» **Aim of the task**
Any picture among the records should be left out, please; retype the rest exactly.

» **Records for processing**
----------
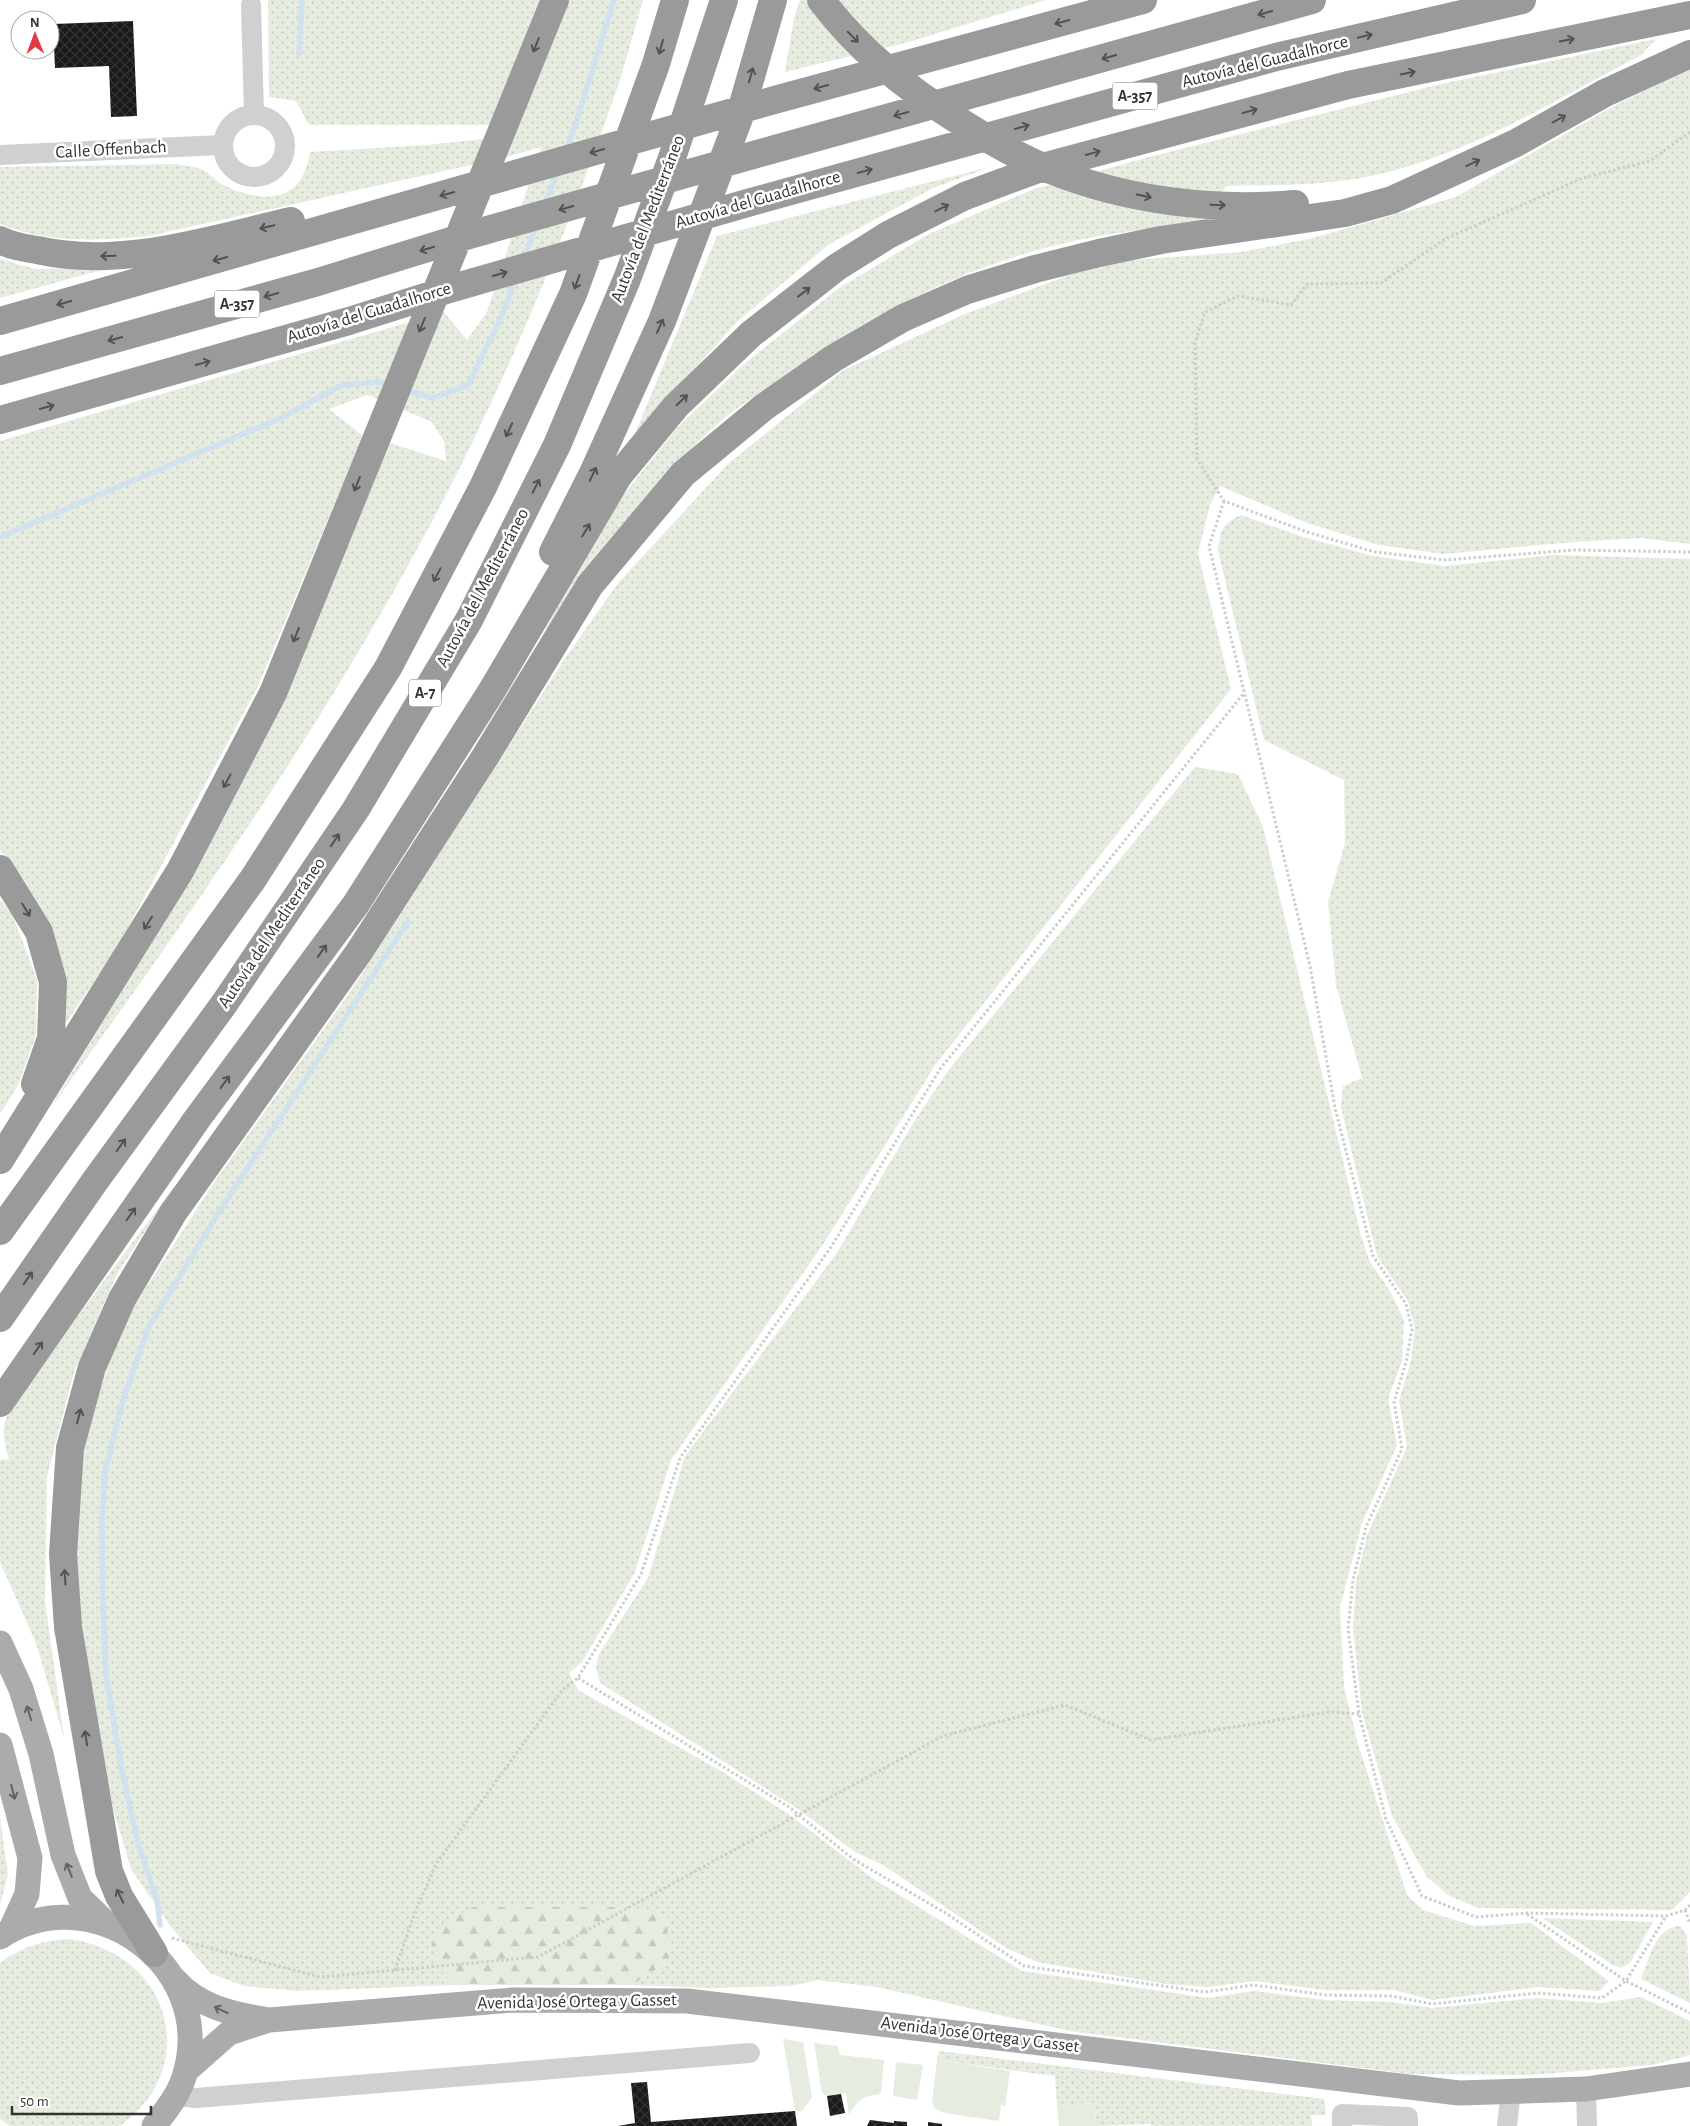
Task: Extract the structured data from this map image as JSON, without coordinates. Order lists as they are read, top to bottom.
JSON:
{
  "streets": {
    "highway": [
      "Autovía del Guadalhorce",
      "A-357",
      "Autovía del Mediterráneo",
      "A-7"
    ],
    "main road": ["Avenida José Ortega y Gasset"],
    "street": ["Calle Offenbach"]
  },
  "scale_bar": "50 m",
  "north": "top"
}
----------
» **Problem solution**
Task: Extract the structured data from this map image as JSON, without coordinates. Order lists as they are read, top to bottom.
JSON:
{
  "streets": {
    "highway": [
      "Autovía del Guadalhorce",
      "A-357",
      "Autovía del Mediterráneo",
      "A-7"
    ],
    "main road": ["Avenida José Ortega y Gasset"],
    "street": ["Calle Offenbach"]
  },
  "scale_bar": "50 m",
  "north": "top"
}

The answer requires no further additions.